(WORK REQUEST) Only the lines below between the ones containing "content:''; position:absolute; left:50%;" and "display:flex; align-items:center; gap:12px;", inclusive, are to be reproduced, each exactly as it stands.

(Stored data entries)
_ _ _ _

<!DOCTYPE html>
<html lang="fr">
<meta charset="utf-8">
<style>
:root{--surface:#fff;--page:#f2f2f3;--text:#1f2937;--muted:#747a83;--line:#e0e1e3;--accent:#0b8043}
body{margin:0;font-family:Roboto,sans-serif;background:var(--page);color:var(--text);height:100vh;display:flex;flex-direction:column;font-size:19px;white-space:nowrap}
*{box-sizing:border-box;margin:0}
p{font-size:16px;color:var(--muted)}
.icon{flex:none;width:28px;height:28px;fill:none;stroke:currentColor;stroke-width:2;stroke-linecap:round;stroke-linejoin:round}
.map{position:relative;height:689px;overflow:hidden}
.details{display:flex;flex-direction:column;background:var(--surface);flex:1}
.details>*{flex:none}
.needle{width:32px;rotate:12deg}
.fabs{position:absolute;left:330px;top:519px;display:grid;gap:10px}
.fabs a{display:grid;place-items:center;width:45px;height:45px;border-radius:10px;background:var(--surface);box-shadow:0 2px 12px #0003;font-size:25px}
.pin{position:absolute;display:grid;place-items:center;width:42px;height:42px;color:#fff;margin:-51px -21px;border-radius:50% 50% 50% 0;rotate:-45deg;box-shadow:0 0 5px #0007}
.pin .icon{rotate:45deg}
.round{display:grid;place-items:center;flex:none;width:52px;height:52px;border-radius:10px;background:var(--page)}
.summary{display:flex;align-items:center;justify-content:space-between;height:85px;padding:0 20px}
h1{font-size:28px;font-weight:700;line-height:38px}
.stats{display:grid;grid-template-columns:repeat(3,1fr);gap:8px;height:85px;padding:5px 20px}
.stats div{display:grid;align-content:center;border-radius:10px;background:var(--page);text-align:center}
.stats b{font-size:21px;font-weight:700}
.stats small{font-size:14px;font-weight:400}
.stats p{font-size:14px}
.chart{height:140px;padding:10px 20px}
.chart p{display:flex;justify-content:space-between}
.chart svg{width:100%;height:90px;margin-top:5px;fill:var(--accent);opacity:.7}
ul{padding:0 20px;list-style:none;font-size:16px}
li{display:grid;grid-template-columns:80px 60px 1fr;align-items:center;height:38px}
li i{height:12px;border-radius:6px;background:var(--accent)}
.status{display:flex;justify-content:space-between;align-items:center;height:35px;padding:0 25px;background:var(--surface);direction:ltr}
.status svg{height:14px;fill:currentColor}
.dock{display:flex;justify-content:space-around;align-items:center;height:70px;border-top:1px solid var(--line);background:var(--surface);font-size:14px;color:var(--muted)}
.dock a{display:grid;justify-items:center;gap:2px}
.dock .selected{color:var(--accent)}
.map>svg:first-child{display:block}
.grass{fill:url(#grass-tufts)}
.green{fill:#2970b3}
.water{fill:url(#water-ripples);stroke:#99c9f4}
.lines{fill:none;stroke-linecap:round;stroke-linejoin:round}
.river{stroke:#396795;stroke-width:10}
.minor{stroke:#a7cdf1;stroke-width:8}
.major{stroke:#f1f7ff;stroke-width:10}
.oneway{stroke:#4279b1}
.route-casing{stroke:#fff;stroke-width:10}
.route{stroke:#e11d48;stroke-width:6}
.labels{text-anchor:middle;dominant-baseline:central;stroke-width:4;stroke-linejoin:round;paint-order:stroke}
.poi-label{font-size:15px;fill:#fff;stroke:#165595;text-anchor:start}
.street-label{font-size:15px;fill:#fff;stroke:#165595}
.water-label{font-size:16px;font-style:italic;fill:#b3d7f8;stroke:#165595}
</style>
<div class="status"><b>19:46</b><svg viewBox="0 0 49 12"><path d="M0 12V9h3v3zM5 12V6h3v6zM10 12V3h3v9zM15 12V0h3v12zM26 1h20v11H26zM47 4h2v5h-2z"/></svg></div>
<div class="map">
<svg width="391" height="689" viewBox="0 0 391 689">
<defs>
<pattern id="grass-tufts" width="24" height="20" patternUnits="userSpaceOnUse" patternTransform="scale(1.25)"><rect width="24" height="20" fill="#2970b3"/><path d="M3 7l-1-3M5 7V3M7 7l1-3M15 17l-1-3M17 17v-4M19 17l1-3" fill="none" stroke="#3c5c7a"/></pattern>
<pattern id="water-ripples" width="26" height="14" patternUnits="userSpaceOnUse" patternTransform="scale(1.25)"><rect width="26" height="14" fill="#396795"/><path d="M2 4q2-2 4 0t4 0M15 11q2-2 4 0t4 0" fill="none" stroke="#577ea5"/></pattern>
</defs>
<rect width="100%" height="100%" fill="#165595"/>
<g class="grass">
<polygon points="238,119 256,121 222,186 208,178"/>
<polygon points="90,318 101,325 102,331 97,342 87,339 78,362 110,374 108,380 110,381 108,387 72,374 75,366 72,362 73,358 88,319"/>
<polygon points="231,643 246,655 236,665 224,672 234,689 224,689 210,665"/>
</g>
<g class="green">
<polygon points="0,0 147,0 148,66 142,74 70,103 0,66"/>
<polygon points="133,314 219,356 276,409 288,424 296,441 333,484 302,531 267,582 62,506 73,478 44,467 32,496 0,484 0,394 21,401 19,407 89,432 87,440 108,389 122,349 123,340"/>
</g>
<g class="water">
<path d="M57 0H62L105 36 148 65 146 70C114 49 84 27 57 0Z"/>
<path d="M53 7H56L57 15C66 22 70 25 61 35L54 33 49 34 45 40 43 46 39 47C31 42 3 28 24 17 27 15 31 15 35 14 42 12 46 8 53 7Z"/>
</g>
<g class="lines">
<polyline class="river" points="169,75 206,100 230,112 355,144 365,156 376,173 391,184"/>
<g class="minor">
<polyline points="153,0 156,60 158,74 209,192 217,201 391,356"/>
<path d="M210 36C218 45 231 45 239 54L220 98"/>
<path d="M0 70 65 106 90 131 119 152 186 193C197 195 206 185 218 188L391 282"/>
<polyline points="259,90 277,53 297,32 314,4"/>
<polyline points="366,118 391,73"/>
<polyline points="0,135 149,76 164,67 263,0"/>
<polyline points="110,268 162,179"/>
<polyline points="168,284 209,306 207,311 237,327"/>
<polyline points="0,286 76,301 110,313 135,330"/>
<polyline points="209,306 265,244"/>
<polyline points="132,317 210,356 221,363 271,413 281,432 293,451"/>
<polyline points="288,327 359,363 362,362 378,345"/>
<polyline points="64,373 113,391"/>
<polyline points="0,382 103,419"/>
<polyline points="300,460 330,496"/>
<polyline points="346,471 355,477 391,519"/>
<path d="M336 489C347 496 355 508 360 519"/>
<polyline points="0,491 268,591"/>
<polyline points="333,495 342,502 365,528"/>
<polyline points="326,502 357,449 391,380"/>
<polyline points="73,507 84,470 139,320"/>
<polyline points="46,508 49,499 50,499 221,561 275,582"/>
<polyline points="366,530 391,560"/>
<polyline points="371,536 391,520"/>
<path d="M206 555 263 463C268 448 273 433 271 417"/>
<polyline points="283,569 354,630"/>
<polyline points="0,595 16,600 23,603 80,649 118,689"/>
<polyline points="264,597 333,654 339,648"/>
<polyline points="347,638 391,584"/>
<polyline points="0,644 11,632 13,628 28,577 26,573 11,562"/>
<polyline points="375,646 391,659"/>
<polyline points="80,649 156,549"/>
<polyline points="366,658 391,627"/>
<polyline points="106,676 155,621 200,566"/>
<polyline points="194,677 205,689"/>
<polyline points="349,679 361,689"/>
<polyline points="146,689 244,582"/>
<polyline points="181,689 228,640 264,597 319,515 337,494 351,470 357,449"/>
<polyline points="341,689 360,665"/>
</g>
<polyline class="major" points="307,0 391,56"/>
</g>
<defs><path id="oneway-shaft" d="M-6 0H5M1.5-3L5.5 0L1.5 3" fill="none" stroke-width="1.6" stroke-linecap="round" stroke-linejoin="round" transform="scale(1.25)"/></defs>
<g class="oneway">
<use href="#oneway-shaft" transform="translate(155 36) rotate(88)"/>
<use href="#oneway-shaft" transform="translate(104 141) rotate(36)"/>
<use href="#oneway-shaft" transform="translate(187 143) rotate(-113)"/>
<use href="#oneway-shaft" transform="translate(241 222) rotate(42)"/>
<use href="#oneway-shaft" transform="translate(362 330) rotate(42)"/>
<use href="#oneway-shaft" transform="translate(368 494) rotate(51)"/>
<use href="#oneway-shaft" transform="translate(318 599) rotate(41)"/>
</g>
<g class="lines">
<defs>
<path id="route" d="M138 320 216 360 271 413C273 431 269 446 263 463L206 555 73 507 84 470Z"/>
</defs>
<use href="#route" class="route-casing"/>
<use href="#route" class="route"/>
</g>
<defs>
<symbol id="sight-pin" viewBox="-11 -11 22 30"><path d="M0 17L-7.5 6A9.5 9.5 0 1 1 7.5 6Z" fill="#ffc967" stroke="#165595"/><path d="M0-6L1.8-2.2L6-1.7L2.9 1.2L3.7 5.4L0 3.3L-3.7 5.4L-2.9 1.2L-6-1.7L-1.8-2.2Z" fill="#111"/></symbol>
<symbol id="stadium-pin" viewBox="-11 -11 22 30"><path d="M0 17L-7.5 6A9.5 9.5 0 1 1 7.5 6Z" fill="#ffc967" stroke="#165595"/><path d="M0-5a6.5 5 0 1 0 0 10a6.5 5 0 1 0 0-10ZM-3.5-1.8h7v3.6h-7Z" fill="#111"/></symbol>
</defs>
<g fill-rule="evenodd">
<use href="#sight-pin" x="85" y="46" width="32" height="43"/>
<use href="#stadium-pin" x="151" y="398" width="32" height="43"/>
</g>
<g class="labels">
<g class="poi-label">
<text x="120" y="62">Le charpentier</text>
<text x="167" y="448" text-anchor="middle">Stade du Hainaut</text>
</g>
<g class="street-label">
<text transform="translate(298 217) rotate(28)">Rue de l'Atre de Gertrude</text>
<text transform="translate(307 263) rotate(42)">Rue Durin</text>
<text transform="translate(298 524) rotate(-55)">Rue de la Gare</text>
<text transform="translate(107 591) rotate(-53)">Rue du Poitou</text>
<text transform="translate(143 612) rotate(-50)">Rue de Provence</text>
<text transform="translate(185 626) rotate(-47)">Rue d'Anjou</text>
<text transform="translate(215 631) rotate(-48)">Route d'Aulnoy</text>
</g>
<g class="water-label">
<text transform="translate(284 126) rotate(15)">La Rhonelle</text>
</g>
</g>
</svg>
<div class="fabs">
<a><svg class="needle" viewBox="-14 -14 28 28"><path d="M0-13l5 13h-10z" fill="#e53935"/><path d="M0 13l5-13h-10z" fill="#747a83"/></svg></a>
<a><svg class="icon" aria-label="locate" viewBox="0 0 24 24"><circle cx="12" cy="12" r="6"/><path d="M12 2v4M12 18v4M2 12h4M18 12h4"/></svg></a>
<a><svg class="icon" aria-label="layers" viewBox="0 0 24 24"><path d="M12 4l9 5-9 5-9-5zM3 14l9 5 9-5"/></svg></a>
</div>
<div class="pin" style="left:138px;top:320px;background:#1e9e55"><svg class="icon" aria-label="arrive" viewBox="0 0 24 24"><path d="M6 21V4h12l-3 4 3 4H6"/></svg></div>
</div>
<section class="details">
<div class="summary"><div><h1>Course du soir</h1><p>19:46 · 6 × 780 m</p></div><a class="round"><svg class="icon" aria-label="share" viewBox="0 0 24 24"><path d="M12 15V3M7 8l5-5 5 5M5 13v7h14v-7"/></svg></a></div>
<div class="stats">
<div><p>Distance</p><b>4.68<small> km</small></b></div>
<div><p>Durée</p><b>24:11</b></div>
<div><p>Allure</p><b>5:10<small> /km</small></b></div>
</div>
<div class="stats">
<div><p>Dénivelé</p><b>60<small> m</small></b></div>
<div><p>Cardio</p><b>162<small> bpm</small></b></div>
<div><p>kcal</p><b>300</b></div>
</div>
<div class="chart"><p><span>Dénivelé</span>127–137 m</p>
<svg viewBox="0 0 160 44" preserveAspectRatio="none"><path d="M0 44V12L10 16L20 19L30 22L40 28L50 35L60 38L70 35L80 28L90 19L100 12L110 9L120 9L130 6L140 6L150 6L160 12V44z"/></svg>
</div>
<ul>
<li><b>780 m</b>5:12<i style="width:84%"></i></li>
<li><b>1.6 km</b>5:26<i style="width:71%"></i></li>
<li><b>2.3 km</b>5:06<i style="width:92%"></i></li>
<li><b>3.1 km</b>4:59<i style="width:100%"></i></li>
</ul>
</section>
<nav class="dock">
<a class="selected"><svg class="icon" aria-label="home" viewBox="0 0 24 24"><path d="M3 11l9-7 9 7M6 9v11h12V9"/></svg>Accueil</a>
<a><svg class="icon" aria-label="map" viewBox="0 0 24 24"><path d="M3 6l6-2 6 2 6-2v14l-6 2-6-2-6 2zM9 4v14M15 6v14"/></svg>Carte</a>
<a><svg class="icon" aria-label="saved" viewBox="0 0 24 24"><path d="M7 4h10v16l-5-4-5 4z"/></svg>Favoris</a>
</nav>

_ _ _ _

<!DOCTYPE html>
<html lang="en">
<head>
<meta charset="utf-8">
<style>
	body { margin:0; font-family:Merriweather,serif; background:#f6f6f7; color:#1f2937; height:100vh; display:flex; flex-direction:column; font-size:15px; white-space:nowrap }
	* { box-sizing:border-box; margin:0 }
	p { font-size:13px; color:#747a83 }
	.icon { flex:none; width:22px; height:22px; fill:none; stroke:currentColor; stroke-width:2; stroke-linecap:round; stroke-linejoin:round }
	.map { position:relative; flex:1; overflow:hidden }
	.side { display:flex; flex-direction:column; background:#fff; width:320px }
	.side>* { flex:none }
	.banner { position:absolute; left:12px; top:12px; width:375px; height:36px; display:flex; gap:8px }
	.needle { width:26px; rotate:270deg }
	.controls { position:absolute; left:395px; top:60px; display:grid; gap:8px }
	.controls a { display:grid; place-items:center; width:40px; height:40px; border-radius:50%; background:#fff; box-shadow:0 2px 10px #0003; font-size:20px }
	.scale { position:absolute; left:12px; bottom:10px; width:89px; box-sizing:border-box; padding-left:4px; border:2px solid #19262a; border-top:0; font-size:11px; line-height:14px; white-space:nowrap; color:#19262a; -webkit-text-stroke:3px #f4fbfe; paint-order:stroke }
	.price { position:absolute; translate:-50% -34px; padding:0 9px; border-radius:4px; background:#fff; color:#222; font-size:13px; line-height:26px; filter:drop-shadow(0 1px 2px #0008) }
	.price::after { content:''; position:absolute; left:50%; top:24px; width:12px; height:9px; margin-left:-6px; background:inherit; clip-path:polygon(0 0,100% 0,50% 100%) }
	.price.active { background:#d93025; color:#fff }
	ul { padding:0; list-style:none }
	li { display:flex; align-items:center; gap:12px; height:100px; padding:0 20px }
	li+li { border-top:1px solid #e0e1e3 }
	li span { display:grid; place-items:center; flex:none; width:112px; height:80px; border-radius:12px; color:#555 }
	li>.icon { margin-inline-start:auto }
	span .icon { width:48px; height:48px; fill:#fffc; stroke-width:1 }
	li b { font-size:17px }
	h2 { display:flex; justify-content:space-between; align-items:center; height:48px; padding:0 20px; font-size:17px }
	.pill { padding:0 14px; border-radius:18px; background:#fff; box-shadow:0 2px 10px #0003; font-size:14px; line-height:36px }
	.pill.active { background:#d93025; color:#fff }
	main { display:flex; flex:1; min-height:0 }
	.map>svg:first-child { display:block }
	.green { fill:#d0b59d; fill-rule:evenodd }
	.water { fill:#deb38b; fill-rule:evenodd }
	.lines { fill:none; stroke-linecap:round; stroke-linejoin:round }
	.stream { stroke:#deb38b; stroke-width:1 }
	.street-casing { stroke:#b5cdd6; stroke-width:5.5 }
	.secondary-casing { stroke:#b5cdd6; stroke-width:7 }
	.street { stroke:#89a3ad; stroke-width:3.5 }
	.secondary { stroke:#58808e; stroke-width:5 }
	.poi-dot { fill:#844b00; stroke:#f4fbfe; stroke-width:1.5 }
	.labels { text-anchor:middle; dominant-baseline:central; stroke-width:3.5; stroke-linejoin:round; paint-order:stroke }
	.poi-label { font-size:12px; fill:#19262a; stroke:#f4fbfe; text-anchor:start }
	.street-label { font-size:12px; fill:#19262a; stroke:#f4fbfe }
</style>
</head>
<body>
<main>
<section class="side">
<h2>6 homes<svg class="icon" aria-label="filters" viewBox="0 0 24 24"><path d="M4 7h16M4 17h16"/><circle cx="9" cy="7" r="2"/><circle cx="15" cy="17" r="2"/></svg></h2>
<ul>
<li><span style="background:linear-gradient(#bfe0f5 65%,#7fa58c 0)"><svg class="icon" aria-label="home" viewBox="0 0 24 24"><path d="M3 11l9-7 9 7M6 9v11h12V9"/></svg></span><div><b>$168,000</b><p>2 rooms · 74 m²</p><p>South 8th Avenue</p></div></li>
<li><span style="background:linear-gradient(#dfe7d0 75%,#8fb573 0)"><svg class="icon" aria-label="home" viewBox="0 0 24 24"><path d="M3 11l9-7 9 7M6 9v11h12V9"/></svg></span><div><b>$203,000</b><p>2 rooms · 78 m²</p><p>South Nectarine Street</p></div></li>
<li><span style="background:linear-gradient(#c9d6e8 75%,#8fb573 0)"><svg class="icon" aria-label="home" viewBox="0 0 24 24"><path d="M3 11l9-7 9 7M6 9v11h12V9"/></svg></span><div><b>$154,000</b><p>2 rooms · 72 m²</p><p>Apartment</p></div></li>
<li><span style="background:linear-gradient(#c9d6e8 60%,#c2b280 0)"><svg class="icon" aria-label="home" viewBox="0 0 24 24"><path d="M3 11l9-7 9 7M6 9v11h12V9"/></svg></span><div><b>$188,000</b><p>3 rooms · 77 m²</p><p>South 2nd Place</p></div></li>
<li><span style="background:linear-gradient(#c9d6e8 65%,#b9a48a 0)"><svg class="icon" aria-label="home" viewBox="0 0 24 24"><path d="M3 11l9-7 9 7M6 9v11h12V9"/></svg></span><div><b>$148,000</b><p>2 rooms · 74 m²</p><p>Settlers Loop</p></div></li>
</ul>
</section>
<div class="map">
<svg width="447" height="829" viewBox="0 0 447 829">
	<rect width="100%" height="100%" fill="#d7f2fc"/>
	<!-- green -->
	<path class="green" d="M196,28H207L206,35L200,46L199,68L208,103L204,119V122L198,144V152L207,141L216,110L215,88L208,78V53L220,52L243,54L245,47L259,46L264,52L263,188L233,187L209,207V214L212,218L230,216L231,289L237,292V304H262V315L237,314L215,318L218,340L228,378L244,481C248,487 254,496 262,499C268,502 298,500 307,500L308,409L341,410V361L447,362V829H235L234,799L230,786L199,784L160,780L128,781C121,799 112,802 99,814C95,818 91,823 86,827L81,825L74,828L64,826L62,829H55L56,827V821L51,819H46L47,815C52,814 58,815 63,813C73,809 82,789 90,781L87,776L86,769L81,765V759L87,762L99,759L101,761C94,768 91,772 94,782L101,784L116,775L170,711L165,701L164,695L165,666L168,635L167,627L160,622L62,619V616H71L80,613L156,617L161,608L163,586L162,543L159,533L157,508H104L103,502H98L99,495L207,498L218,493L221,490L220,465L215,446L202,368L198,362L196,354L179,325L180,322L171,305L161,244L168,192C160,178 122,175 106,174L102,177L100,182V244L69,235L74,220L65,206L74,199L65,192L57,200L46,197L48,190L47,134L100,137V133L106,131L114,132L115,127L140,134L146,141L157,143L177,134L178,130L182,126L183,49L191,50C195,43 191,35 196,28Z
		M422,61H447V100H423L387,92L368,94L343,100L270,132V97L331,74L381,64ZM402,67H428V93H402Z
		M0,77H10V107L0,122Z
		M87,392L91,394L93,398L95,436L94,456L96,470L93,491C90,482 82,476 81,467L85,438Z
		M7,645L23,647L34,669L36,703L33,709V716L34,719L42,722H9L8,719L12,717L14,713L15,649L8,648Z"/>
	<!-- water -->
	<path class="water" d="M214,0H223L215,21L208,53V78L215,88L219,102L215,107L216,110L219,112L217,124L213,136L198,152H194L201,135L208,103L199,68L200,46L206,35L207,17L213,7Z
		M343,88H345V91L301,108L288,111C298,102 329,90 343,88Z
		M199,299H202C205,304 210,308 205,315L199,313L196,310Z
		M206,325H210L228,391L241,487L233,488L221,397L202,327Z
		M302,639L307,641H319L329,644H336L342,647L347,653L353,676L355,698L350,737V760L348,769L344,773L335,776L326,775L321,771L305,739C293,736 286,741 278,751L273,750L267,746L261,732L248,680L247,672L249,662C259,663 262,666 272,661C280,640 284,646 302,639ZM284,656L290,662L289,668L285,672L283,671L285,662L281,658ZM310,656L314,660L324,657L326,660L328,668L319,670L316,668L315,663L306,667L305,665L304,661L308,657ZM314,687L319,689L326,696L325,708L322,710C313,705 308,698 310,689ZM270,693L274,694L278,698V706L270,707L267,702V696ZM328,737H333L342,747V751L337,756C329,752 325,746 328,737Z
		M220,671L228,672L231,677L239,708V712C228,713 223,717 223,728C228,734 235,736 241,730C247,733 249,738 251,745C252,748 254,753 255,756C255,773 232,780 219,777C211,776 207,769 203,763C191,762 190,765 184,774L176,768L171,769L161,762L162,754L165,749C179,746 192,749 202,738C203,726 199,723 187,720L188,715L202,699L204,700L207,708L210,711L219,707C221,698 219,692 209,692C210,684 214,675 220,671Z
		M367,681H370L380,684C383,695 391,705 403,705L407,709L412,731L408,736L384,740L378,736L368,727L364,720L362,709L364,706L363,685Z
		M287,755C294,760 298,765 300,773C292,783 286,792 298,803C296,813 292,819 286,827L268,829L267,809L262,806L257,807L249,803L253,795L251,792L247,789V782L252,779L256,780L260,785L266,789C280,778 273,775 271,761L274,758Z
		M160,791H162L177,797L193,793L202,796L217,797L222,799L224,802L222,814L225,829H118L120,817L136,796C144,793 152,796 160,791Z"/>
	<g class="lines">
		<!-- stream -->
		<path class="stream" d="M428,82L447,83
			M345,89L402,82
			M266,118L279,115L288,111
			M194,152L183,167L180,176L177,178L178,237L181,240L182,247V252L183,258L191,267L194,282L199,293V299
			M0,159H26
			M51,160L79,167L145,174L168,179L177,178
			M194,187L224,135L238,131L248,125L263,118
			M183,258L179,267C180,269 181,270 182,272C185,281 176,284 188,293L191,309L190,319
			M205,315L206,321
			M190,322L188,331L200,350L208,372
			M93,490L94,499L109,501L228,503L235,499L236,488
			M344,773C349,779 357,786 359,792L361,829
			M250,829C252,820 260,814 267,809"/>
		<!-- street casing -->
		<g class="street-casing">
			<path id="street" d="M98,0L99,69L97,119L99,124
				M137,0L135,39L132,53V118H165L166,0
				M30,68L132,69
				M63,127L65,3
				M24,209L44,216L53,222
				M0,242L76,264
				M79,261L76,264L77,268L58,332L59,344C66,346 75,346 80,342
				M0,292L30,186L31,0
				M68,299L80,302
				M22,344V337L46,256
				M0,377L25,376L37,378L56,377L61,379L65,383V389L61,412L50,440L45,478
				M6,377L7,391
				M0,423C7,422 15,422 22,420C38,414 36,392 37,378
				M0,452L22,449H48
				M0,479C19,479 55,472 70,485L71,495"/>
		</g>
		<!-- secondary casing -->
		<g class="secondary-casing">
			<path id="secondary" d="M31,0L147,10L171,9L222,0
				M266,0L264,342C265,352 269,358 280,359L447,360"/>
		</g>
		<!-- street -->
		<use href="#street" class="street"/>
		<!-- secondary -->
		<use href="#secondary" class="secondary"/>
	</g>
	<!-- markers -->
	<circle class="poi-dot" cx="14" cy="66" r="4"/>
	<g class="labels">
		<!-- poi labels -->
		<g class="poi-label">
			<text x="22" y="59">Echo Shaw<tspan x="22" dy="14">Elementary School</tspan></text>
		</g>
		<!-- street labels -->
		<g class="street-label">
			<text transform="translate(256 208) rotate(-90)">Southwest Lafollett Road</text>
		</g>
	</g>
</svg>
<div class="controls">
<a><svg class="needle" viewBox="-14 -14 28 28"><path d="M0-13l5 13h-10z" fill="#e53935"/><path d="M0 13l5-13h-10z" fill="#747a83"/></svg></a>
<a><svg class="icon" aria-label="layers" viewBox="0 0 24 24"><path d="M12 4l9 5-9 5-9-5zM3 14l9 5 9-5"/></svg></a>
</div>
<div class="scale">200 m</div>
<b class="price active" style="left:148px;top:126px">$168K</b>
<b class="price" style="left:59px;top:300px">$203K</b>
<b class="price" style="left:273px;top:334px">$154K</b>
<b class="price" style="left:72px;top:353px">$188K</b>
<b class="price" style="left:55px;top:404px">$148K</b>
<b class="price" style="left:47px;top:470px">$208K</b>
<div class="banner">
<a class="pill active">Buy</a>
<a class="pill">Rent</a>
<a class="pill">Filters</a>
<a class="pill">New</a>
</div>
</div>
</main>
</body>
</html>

_ _ _ _

(ANSWER AREA)
	.price::after { content:''; position:absolute; left:50%; top:24px; width:12px; height:9px; margin-left:-6px; background:inherit; clip-path:polygon(0 0,100% 0,50% 100%) }
	.price.active { background:#d93025; color:#fff }
	ul { padding:0; list-style:none }
	li { display:flex; align-items:center; gap:12px; height:100px; padding:0 20px }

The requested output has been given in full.